▶ _Work task_
Using the data below, copy every line that contains the word "image".

Collected data entries:
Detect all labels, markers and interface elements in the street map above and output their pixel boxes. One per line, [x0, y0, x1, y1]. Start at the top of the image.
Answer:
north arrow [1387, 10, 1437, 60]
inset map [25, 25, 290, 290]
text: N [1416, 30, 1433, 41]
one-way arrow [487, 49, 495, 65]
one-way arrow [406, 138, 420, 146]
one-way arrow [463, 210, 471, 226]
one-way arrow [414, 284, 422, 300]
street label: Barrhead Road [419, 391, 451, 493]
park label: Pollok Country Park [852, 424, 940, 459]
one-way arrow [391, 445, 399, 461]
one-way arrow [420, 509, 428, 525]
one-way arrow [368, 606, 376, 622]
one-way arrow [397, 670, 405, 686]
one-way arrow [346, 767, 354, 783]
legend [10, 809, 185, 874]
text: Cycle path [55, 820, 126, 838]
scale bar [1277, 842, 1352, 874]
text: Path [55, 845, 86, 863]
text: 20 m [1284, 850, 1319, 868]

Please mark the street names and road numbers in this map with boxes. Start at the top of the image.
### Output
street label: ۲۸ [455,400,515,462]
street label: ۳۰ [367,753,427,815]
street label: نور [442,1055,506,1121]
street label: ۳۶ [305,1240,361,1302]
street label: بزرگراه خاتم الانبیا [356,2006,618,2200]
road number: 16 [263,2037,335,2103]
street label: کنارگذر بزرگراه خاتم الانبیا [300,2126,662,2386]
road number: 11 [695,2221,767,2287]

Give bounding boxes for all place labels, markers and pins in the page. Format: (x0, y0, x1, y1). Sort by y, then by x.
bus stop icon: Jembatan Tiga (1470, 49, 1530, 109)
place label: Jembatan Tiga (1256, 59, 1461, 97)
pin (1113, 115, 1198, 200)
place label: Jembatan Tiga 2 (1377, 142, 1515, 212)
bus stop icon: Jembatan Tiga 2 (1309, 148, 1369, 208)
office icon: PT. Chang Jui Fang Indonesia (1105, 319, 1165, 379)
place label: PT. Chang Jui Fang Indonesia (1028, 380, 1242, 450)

▶ _Response area_
Detect all labels, markers and interface elements in the street map above and output their pixel boxes. One per line, [x0, y0, x1, y1]. Start at the top of the image.
Please mark the street names and road numbers in this map with boxes. Start at the top of the image.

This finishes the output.